Solar energy will be the Vatican’s sole energy source, Pope decides
Pope Francis has ordered the Vatican to install a solar power plant that will provide electricity to the entire city-state as the pontiff does his part to tackle climate change.
Francis, a longtime advocate of environmental protection, issued an official letter on Wednesday demanding the creation of an “agrivoltaic” factory in Santa Maria di Galeria, an extraterritorial area of Vatican City north of Rome.
Agrivoltaic projects combine solar energy production and agriculture, with panels usually installed over fields or pastures.
“We must transition to a model of sustainable development that reduces greenhouse gas emissions into the atmosphere in order to achieve the goal of climate neutrality,” the pope wrote in the June 21 letter.
He said the plant would produce enough energy to not only power the Vatican radio transmission center already on the site, but also to guarantee “the full energy supply of the Vatican City State.”
The letter did not specify when the plant would be installed or become operational.
Francis said he intended to “contribute to the efforts of all states, in accordance with their respective responsibilities and capabilities, to provide an adequate response to the challenges posed by climate change to humanity and our common home.”
In 2022, the Vatican joined the United Nations Framework Convention on Climate Change and the Paris Climate Accords, which in 2015 aimed to limit the world to a temperature increase of 1.5 degrees Celsius (2.7 Fahrenheit) compared to pre-industrial levels.

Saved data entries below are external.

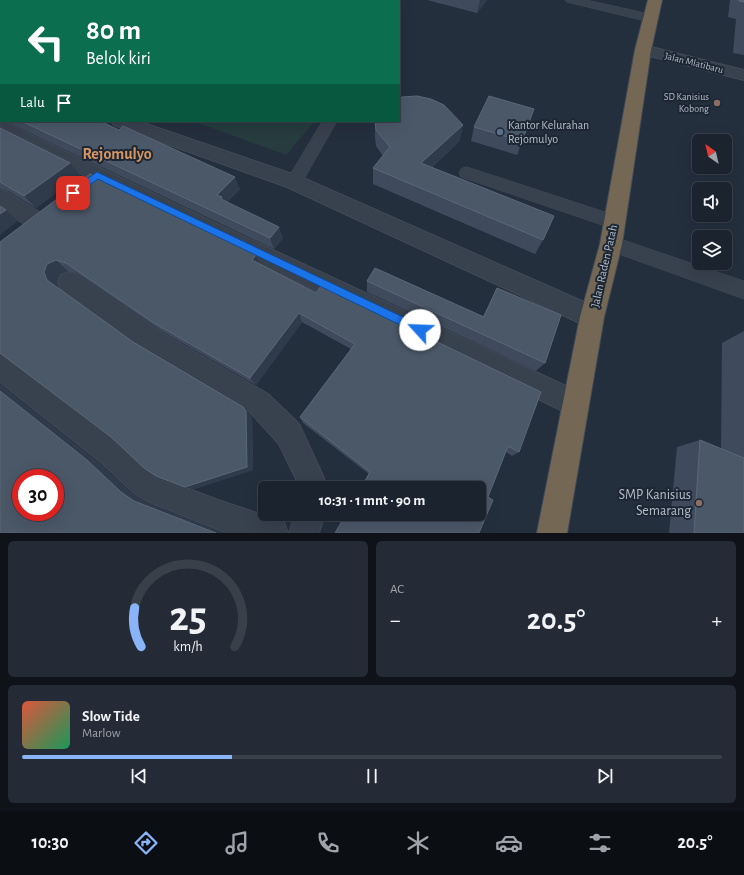 <!DOCTYPE html>
<html lang="id">
<meta charset="utf-8">
<style>
body{margin:0;font-family:"Alegreya Sans",sans-serif;background:#242b36;color:#f1f3f6;height:100vh;display:flex;flex-direction:column;font-size:15px;white-space:nowrap}
*{box-sizing:border-box;margin:0}
p{font-size:13px;color:#a0a4aa}
.icon{flex:none;width:22px;height:22px;fill:none;stroke:currentColor;stroke-width:2;stroke-linecap:round;stroke-linejoin:round}
.map{position:relative;height:533px;overflow:hidden}
.panel{display:flex;flex-direction:column;gap:8px;padding:8px;background:#0f1319;flex:1}
.panel>*{flex:none}
.guide{position:absolute;left:0px;top:0px;width:400px;height:122px;box-shadow:0 4px 16px #0002,0 0 0 1px #39404a;background:#0b6e4f;color:#fff;overflow:hidden}
.needle{width:26px;rotate:326deg}
.tools{position:absolute;left:692px;top:134px;display:grid;gap:8px}
.tools a{display:grid;place-items:center;width:40px;height:40px;border-radius:6px;background:#1b232e;box-shadow:0 4px 16px #0002,0 0 0 1px #39404a;font-size:20px}
.speed{position:absolute;left:12px;top:469px;display:flex;gap:8px;font-size:20px;font-weight:700;text-align:center}
.speed>*{display:grid;place-content:center;width:52px;height:52px;border-radius:50%;background:#1b232e;box-shadow:0 4px 16px #0002,0 0 0 1px #39404a;line-height:1}
.speed .limit{border:6px solid #d22;background:#fff;color:#111}
.pin{position:absolute;display:grid;place-items:center;width:34px;height:34px;color:#fff;margin:-17px;border-radius:8px;box-shadow:0 2px 6px #0006}
.me{position:absolute;width:44px;margin:-22px;rotate:295deg;stroke-linejoin:round;filter:drop-shadow(0 0 3px #0008)}
.turn{display:flex;align-items:center;gap:14px;height:84px;padding:0 20px;font-size:18px}
.turn .icon{width:52px;height:52px;stroke-width:2.5}
.turn b{display:block;font-size:28px;line-height:34px}
.then{display:flex;align-items:center;height:38px;padding:0 20px;background:#0003;gap:8px;font-size:15px}
.big{font-size:30px;font-weight:700;line-height:1.1}
.panel .widget{flex:1;display:flex;flex-direction:column;justify-content:center;gap:6px;min-width:0;padding:0 14px;border-radius:6px;background:#242b36}
.panel .dial{align-items:center;gap:0}
.dial svg{height:104px;overflow:visible;fill:none;stroke:#39404a;stroke-width:7;stroke-linecap:round;text-anchor:middle}
.dial text{fill:#f1f3f6;stroke:none}
.song{display:flex;align-items:center;gap:12px}
.cover{width:48px;height:48px;border-radius:6px;background:linear-gradient(135deg,hsl(10 70% 55%),hsl(150 70% 35%))}
.played{height:4px;border-radius:2px;background:linear-gradient(90deg,#8ab4f8 30%,#39404a 30%)}
.keys{display:flex;justify-content:space-around;direction:ltr}
.heat{display:flex;justify-content:space-between;align-items:center;font-size:22px;direction:ltr}
.panel .tiles{flex:1;display:grid;gap:8px;grid-template-columns:1fr 1fr}
.widget:last-child{grid-column:span 2}
.trip{position:absolute;left:258px;top:481px;width:228px;height:40px;border-radius:6px;background:#1b232e;box-shadow:0 4px 16px #0002,0 0 0 1px #39404a;font-weight:700;line-height:40px;text-align:center}
.tab-bar{display:flex;height:64px;justify-content:space-around;align-items:center;background:#0b0e12;color:#a0a4aa}
.tab-bar .icon{width:28px;height:28px}
.tab-bar .active{color:#8ab4f8}
.tab-bar b{font-size:18px;color:#f1f3f6}
.map>svg:first-child{display:block}
.green{fill:#263c3f}
.lines{fill:none;stroke-linecap:round;stroke-linejoin:round}
.lane-casing{stroke:#414a57;stroke-width:1}
.street-casing{stroke:#414a57;stroke-width:2}
.highway-casing{stroke:#434c59;stroke-width:2}
.lane{fill:#38414e;fill-rule:evenodd}
.street{fill:#38414e;fill-rule:evenodd}
.highway{fill:#746855;fill-rule:evenodd}
.wall{fill:#3f4b5c}
.shaded-wall{fill:#2f3b4b}
.building{fill:#4b5868;stroke:#5c6777;fill-rule:evenodd}
.route{fill:#1a73e8;stroke:#114b97}
.education-dot{fill:#8d6e63;stroke:#1d2633;stroke-width:1.5}
.service-dot{fill:#5c6f8a;stroke:#1d2633;stroke-width:1.5}
.labels{text-anchor:middle;dominant-baseline:central;stroke-width:4;stroke-linejoin:round;paint-order:stroke}
.far-street-label{font-size:10px;fill:#b4bcc9;stroke:#1d2633}
.far-poi-label{font-size:10px;fill:#b4bcc9;stroke:#1d2633;text-anchor:end}
.poi-label{font-size:12px;fill:#b4bcc9;stroke:#1d2633;text-anchor:start}
.street-label{font-size:12px;fill:#b4bcc9;stroke:#1d2633}
.near-poi-label{font-size:14px;fill:#b4bcc9;stroke:#1d2633;text-anchor:end}
.district-label{font-size:16px;font-weight:bold;fill:#d59563;stroke:#1d2633}
</style>
<div class="map">
<svg width="744" height="533" viewBox="0 0 744 533">
<rect width="100%" height="100%" fill="#242f3e"/>
<!-- green -->
<path class="green" d="M193 121H315L286 155Z"/>
<g class="lines">
<!-- lane casing -->
<g class="lane-casing">
<g id="lane">
<path d="M136 0H150L151 1H137Z"/>
<path d="M234 0H247L233 1Z"/>
<path d="M565 0H586L654 15 656 18 654 21 650 22 567 2Z"/>
<path d="M323 121H337L300 186 294 188 288 186 286 182Z"/>
<path d="M467 167 620 217 623 222 620 227 614 229 461 177 459 173 461 169Z"/>
<path d="M611 236 744 281V299L605 249 602 244 605 239Z"/>
</g>
</g>
<!-- street casing -->
<g class="street-casing">
<g id="street">
<path d="M643 45 744 70V80L638 53 635 50 638 47Z"/>
<path d="M0 120 215 223 585 395 589 404 585 413 576 417 567 413 201 235 0 133Z"/>
<path d="M111 121H138L301 177 600 309 604 317 600 325 592 328 584 325 287 187 114 125Z"/>
<path d="M0 189 7 192 44 215 47 221 44 227C29 232 13 215 0 207Z"/>
<path d="M69 272 77 275 162 333 268 394 299 424 324 478 325 488H295L296 479 279 444 250 412 144 349 61 289 58 282 61 275Z"/>
<path d="M0 354 9 357 122 443 154 473 166 480 218 500 284 522 288 533H227L147 501 134 493 102 463 0 382Z"/>
<path d="M295 514H325L319 533H289Z"/>
</g>
</g>
<!-- highway casing -->
<g class="highway-casing">
<path id="highway" d="M648 0H662L651 50 622 244 604 317 567 533H537L580 317 600 244 635 50Z"/>
</g>
<!-- lane -->
<use href="#lane" class="lane"/>
<!-- street -->
<use href="#street" class="street"/>
<!-- highway -->
<use href="#highway" class="highway"/>
</g>
<!-- wall -->
<g class="wall">
<path d="M159 0H233V1H162Z"/>
<path d="M244 0H368L367 1H245Z"/>
<path d="M427 0H487L477 13Z"/>
<path d="M730 0H744V55L733 53 736 19 728 17Z"/>
<rect x="0" y="78" width="1" height="41"/>
<path d="M534 109 517 155 471 141 474 127Z"/>
<path d="M5 121H94L240 189 227 202 283 238 274 249Z"/>
<path d="M375 121H399L463 125 459 142 432 167 543 240 535 254 373 184V168L383 156 376 146 375 136Z"/>
<path d="M0 128 70 163 80 175 36 208 8 191 0 188Z"/>
<path d="M0 242 259 263 519 452 512 456 506 452 488 497 369 474 303 423 300 417 351 349 302 322 256 385 163 332 78 274 68 271 60 274 57 283 60 289 133 342 252 416 253 470 194 489Z"/>
<path d="M367 281 483 316 497 288 545 363 536 371 367 292Z"/>
<path d="M744 331V533H669L677 447 700 440 721 449 722 343Z"/>
</g>
<!-- shaded-wall -->
<g class="shaded-wall">
<path d="M98 0H125L123 1H97Z"/>
<path d="M215 0H233V1H214Z"/>
<path d="M355 0H368L367 1H354Z"/>
<path d="M480 0H487L477 13Z"/>
<path d="M1 60V77L0 75V61Z"/>
<path d="M463 125 459 142 419 178 421 163Z"/>
<path d="M70 163 80 175 36 208 24 196Z"/>
<path d="M235 177 240 189 225 204 217 195Z"/>
<path d="M6 210 18 221 0 235V214Z"/>
<path d="M279 227 283 238 274 249 270 238Z"/>
<path d="M256 255 260 266 252 260Z"/>
<path d="M56 260 68 271 60 274 57 283 60 290 47 280 44 272 47 264Z"/>
<path d="M299 313 302 322 256 385 250 378Z"/>
<path d="M0 384 101 464 133 494 146 502 224 533H216L134 501 121 492 0 391Z"/>
<path d="M243 407 252 416 253 470 194 489 185 487Z"/>
</g>
<!-- building -->
<g class="building">
<path d="M0 0H98L97 1H1V60L0 61Z"/>
<path d="M194 0H215L214 1H197Z"/>
<path d="M283 0H355L354 1H287Z"/>
<path d="M739 0H744V2L739 1Z"/>
<path d="M0 78H1V112L0 111Z"/>
<path d="M417 96 431 99 444 105 463 125 421 163 554 216 543 240 373 168 390 147 376 130 375 121H399V98L402 97Z"/>
<path d="M489 96 534 109 522 141 474 127Z"/>
<path d="M21 121H94L97 122 99 121H100L119 130 123 126 235 177 217 195 222 197 221 199 279 227 270 238Z"/>
<path d="M0 128 70 163 24 196 0 182Z"/>
<path d="M90 174 256 255 252 260 316 293 321 286 541 392 519 452 508 446 488 497 493 500 479 533H335L346 514H479V488H361L370 472 300 417 355 344 299 313 250 378 154 323 66 263 56 260 47 264 44 272 47 280 133 342 243 407 246 411 247 467 185 487 156 476 144 468 111 437 0 353V242Z"/>
<path d="M0 206 6 210 0 214Z"/>
<path d="M375 268 484 317 497 288 561 315 545 363 367 281Z"/>
<path d="M0 391 87 460 121 492 134 501 216 533H0ZM21 478H55V512H21Z"/>
<path d="M700 440 744 458V533H694Z"/>
</g>
<!-- route -->
<path class="route" d="M97 172 424 327 425 330 424 333 420 334 417 333 98 179 76 195H70V191Z"/>
<!-- markers -->
<g class="education-dot">
<circle cx="717" cy="103" r="4"/>
<circle cx="699" cy="503" r="4"/>
</g>
<circle class="service-dot" cx="500" cy="132" r="4"/>
<g class="labels">
<!-- far-street labels -->
<g class="far-street-label">
<text transform="translate(694 63) rotate(14)">Jalan Mlatibaru</text>
</g>
<!-- far-poi labels -->
<g class="far-poi-label">
<text x="709" y="97">SD Kanisius<tspan x="709" dy="12">Kobong</tspan></text>
</g>
<!-- poi labels -->
<g class="poi-label">
<text x="508" y="125">Kantor Kelurahan<tspan x="508" dy="14">Rejomulyo</tspan></text>
</g>
<!-- street labels -->
<g class="street-label">
<text transform="translate(604 266) rotate(-77)">Jalan Raden Patah</text>
</g>
<!-- near-poi labels -->
<g class="near-poi-label">
<text x="691" y="495">SMP Kanisius<tspan x="691" dy="16">Semarang</tspan></text>
</g>
<!-- district labels -->
<g class="district-label">
<text x="117" y="154">Rejomulyo</text>
</g>
</g>
</svg>
<div class="tools">
<a><svg class="needle" viewBox="-14 -14 28 28"><path d="M0-13l5 13h-10z" fill="#e53935"/><path d="M0 13l5-13h-10z" fill="#a0a4aa"/></svg></a>
<a><svg class="icon" aria-label="sound" viewBox="0 0 24 24"><path d="M4 9h4l5-4v14l-5-4H4zM17 9q2 3 0 6"/></svg></a>
<a><svg class="icon" aria-label="layers" viewBox="0 0 24 24"><path d="M12 4l9 5-9 5-9-5zM3 14l9 5 9-5"/></svg></a>
</div>
<div class="speed"><div class="limit">30</div></div>
<div class="pin" style="left:73px;top:193px;background:#d93025"><svg class="icon" aria-label="arrive" viewBox="0 0 24 24"><path d="M6 21V4h12l-3 4 3 4H6"/></svg></div>
<svg class="me" style="left:420px;top:330px" viewBox="-20 -20 40 40"><circle r="19" fill="#fff"/><path d="M0-13L10 11 0 6-10 11z" fill="#1a73e8"/></svg>
<div class="trip">10:31 · 1 mnt · 90 m</div>
<div class="guide">
<div class="turn"><svg class="icon" aria-label="left" viewBox="0 0 24 24"><path d="M17 20v-9H6M10 6l-5 5 5 5"/></svg><div><b>80 m</b>Belok kiri</div></div>
<div class="then">Lalu<svg class="icon" aria-label="arrive" viewBox="0 0 24 24"><path d="M6 21V4h12l-3 4 3 4H6"/></svg></div>
</div>
</div>
<section class="panel">
<div class="tiles">
<div class="widget dial"><svg viewBox="0 0 100 80">
<path d="M14 69A42 42 0 1 1 86 69"/>
<path d="M14 69A42 42 0 0 1 9 39" stroke="#8ab4f8"/>
<text x="50" y="56" font-size="32" font-weight="700">25</text>
<text x="50" y="72" font-size="11">km/h</text>
</svg></div>
<div class="widget"><p>AC</p>
<div class="heat"><a>−</a><b class="big">20.5°</b><a>+</a></div>
</div>
<div class="widget">
<div class="song"><i class="cover"></i><div><b>Slow Tide</b><p>Marlow</p></div></div>
<div class="played"></div>
<div class="keys"><svg class="icon" aria-label="previous" viewBox="0 0 24 24"><path d="M18 5L8 12l10 7zM5 5v14"/></svg><svg class="icon" aria-label="pause" viewBox="0 0 24 24"><path d="M8 5v14M16 5v14"/></svg><svg class="icon" aria-label="next" viewBox="0 0 24 24"><path d="M6 5l10 7-10 7zM19 5v14"/></svg></div>
</div>
</div>
</section>
<nav class="tab-bar">
<b>10:30</b>
<svg class="icon active" aria-label="directions" viewBox="0 0 24 24"><path d="M12 3l9 9-9 9-9-9zM9 14v-3h6M13 9l2 2-2 2"/></svg>
<svg class="icon" aria-label="music" viewBox="0 0 24 24"><path d="M9 18V5l10-2v13"/><circle cx="6" cy="18" r="3"/><circle cx="16" cy="16" r="3"/></svg>
<svg class="icon" aria-label="phone" viewBox="0 0 24 24"><path d="M5 4h4l2 5-3 2q2 4 5 5l2-3 5 2v4C11 20 4 13 5 4z"/></svg>
<svg class="icon" aria-label="climate" viewBox="0 0 24 24"><path d="M12 3v18M4 7l16 10M4 17L20 7"/></svg>
<svg class="icon" aria-label="car" viewBox="0 0 24 24"><path d="M5 17H2v-5l4-1 3-4h7l3 4 3 1v5h-3M9 17h6M6 11h13"/><circle cx="7" cy="17" r="2"/><circle cx="17" cy="17" r="2"/></svg>
<svg class="icon" aria-label="filters" viewBox="0 0 24 24"><path d="M4 7h16M4 17h16"/><circle cx="9" cy="7" r="2"/><circle cx="15" cy="17" r="2"/></svg>
<b>20.5°</b>
</nav>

Pope Benedict XVI started the Vatican’s green initiatives in 2008 by installing solar panels in the audience hall.
But it has been the 87-year-old Francis who has criticized man-made climate change and the fact that the world’s most marginalized are paying the highest price for global warming.
Last year, the Vatican published its first Nationally Determined Contribution (NDC) – efforts to reduce emissions under the Paris Accords – in which it pledged to cut greenhouse gases to 20 percent below 2011 levels by 2030.
Francis has also set out an ‘Ecological Conversion 2030’ plan for carbon-neutral projects and technologies, including the switch to electric vehicles, although the city-state’s contribution to global emissions is already negligible.